▶ **Aim of the task**:
Your job is to return every line in the data holding the string "Stade".
---
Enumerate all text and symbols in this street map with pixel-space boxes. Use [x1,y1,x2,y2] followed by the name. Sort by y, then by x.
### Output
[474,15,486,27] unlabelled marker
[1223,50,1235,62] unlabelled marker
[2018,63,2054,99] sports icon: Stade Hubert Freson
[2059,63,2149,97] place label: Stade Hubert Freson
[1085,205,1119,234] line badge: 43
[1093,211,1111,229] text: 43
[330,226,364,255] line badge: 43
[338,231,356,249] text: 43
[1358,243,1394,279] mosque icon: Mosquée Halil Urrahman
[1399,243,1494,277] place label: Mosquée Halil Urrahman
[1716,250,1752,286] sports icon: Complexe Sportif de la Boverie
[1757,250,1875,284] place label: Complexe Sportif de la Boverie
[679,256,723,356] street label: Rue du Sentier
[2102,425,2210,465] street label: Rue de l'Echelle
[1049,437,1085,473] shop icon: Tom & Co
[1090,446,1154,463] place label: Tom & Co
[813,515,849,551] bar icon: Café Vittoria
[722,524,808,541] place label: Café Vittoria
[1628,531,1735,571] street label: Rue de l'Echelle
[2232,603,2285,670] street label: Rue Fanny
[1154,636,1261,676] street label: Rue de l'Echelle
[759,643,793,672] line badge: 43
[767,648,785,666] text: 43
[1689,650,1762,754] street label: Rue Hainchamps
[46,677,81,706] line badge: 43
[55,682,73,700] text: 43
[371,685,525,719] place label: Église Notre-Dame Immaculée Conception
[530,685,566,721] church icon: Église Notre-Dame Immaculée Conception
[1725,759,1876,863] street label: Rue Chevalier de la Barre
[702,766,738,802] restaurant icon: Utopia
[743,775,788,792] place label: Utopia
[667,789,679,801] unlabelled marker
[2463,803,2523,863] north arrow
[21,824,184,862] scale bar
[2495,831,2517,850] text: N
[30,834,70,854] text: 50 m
---
▶ **Expected answer**:
[2018,63,2054,99] sports icon: Stade Hubert Freson
[2059,63,2149,97] place label: Stade Hubert Freson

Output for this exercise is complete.